Records contained in a dataset:

□ □ □ □ □ □ □

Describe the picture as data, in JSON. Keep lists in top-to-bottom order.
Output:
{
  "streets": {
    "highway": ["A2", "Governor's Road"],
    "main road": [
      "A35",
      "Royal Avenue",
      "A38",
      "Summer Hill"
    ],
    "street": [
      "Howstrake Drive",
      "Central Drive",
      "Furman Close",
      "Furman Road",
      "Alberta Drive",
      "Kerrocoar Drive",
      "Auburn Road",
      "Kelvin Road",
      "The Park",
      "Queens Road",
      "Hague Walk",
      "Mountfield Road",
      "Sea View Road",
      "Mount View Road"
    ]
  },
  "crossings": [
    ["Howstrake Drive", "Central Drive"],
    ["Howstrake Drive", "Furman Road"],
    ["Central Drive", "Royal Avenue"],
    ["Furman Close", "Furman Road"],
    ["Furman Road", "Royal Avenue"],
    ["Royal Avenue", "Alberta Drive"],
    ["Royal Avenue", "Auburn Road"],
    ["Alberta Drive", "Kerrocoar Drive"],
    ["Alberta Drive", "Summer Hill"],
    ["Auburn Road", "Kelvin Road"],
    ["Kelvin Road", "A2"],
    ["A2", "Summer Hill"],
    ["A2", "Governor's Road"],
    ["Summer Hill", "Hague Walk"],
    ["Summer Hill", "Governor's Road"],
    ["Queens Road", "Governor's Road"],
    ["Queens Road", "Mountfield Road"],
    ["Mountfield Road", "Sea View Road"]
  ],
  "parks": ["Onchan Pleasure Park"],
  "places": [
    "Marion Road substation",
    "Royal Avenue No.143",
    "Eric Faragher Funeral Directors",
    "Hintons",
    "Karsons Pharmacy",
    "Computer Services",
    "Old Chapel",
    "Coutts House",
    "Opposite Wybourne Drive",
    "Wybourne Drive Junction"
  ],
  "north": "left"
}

□ □ □ □ □ □ □

* **Your objective**
Would you set down every record again, exactly as it appears above?

* **Result below**
Describe the picture as data, in JSON. Keep lists in top-to-bottom order.
Output:
{
  "streets": {
    "highway": ["A2", "Governor's Road"],
    "main road": [
      "A35",
      "Royal Avenue",
      "A38",
      "Summer Hill"
    ],
    "street": [
      "Howstrake Drive",
      "Central Drive",
      "Furman Close",
      "Furman Road",
      "Alberta Drive",
      "Kerrocoar Drive",
      "Auburn Road",
      "Kelvin Road",
      "The Park",
      "Queens Road",
      "Hague Walk",
      "Mountfield Road",
      "Sea View Road",
      "Mount View Road"
    ]
  },
  "crossings": [
    ["Howstrake Drive", "Central Drive"],
    ["Howstrake Drive", "Furman Road"],
    ["Central Drive", "Royal Avenue"],
    ["Furman Close", "Furman Road"],
    ["Furman Road", "Royal Avenue"],
    ["Royal Avenue", "Alberta Drive"],
    ["Royal Avenue", "Auburn Road"],
    ["Alberta Drive", "Kerrocoar Drive"],
    ["Alberta Drive", "Summer Hill"],
    ["Auburn Road", "Kelvin Road"],
    ["Kelvin Road", "A2"],
    ["A2", "Summer Hill"],
    ["A2", "Governor's Road"],
    ["Summer Hill", "Hague Walk"],
    ["Summer Hill", "Governor's Road"],
    ["Queens Road", "Governor's Road"],
    ["Queens Road", "Mountfield Road"],
    ["Mountfield Road", "Sea View Road"]
  ],
  "parks": ["Onchan Pleasure Park"],
  "places": [
    "Marion Road substation",
    "Royal Avenue No.143",
    "Eric Faragher Funeral Directors",
    "Hintons",
    "Karsons Pharmacy",
    "Computer Services",
    "Old Chapel",
    "Coutts House",
    "Opposite Wybourne Drive",
    "Wybourne Drive Junction"
  ],
  "north": "left"
}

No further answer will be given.